What you need to do
Reproduce the entries below exactly, but only from the line containing "M90,318L122,374L93,390L61,334Z" to the line containing "M972,372V414L949,428L930,398Z", inclusive.

Data shown
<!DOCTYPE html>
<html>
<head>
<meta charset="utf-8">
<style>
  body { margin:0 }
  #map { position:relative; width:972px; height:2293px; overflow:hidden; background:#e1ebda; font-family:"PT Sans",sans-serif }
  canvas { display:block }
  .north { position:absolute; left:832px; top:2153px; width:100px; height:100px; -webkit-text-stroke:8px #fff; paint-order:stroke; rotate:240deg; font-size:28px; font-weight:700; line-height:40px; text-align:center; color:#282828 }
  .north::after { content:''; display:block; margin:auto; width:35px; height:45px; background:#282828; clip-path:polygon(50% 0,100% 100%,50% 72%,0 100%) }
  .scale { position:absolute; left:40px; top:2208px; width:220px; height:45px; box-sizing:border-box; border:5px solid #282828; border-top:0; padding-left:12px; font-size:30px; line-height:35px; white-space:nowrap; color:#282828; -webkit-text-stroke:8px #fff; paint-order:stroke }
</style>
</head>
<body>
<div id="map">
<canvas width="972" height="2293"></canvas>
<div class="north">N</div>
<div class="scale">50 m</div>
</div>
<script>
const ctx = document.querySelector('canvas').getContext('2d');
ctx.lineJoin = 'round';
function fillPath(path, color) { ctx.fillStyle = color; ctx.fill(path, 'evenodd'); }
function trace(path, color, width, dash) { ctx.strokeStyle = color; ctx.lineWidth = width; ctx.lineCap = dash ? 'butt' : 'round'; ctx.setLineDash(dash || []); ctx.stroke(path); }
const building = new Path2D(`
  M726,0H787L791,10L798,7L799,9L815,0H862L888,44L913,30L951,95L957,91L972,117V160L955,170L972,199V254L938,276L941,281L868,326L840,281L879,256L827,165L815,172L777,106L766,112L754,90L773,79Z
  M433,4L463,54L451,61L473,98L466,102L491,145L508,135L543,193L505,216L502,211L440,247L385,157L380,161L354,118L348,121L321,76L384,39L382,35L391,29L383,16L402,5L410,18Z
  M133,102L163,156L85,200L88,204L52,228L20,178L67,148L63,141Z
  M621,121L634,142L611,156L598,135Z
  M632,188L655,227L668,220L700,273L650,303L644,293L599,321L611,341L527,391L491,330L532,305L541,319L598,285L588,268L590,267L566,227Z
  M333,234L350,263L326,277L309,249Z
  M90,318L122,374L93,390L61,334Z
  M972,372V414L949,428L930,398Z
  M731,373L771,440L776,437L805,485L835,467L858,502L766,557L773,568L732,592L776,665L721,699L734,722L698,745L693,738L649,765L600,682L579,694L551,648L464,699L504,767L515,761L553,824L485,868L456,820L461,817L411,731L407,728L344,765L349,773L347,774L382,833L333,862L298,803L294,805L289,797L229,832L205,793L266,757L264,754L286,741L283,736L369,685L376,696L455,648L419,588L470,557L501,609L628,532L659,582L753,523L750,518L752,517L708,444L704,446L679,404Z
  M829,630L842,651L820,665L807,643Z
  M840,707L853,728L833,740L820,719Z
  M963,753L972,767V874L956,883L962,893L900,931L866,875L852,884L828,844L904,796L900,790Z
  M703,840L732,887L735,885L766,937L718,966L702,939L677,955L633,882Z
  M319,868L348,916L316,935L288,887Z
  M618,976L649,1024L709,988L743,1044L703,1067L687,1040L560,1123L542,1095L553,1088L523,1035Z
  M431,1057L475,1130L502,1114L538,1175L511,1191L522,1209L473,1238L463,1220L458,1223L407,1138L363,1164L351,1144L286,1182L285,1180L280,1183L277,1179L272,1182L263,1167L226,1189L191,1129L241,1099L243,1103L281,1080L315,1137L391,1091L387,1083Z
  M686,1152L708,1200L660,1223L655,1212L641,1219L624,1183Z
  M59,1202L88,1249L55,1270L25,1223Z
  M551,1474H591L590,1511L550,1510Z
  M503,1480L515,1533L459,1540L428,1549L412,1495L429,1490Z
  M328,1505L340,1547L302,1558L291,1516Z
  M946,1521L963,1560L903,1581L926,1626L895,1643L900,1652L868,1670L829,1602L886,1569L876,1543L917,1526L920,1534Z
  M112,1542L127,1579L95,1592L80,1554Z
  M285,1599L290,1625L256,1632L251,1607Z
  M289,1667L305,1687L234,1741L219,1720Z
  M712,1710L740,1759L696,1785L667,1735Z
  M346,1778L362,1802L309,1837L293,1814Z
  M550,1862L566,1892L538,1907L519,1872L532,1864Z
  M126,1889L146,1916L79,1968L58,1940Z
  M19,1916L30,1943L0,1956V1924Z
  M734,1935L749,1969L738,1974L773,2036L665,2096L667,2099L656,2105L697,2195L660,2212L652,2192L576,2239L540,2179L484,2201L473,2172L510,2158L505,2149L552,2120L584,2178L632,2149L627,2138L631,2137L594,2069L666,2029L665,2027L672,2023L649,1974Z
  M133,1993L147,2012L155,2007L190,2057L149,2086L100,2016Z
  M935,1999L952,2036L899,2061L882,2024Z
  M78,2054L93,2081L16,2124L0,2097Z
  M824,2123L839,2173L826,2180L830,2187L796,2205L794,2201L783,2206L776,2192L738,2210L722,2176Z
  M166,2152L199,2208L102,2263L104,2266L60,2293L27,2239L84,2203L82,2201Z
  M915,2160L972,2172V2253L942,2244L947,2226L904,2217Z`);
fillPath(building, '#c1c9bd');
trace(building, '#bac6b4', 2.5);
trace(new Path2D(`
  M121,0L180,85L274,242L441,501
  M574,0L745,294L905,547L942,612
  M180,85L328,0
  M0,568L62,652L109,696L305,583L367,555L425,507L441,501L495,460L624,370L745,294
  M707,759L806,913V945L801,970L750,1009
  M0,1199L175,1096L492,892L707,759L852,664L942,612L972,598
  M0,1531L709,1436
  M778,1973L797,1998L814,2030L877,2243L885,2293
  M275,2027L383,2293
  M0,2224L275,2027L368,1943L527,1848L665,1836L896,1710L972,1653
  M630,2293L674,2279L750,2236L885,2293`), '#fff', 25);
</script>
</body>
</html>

Answer to the exercise
  M90,318L122,374L93,390L61,334Z
  M972,372V414L949,428L930,398Z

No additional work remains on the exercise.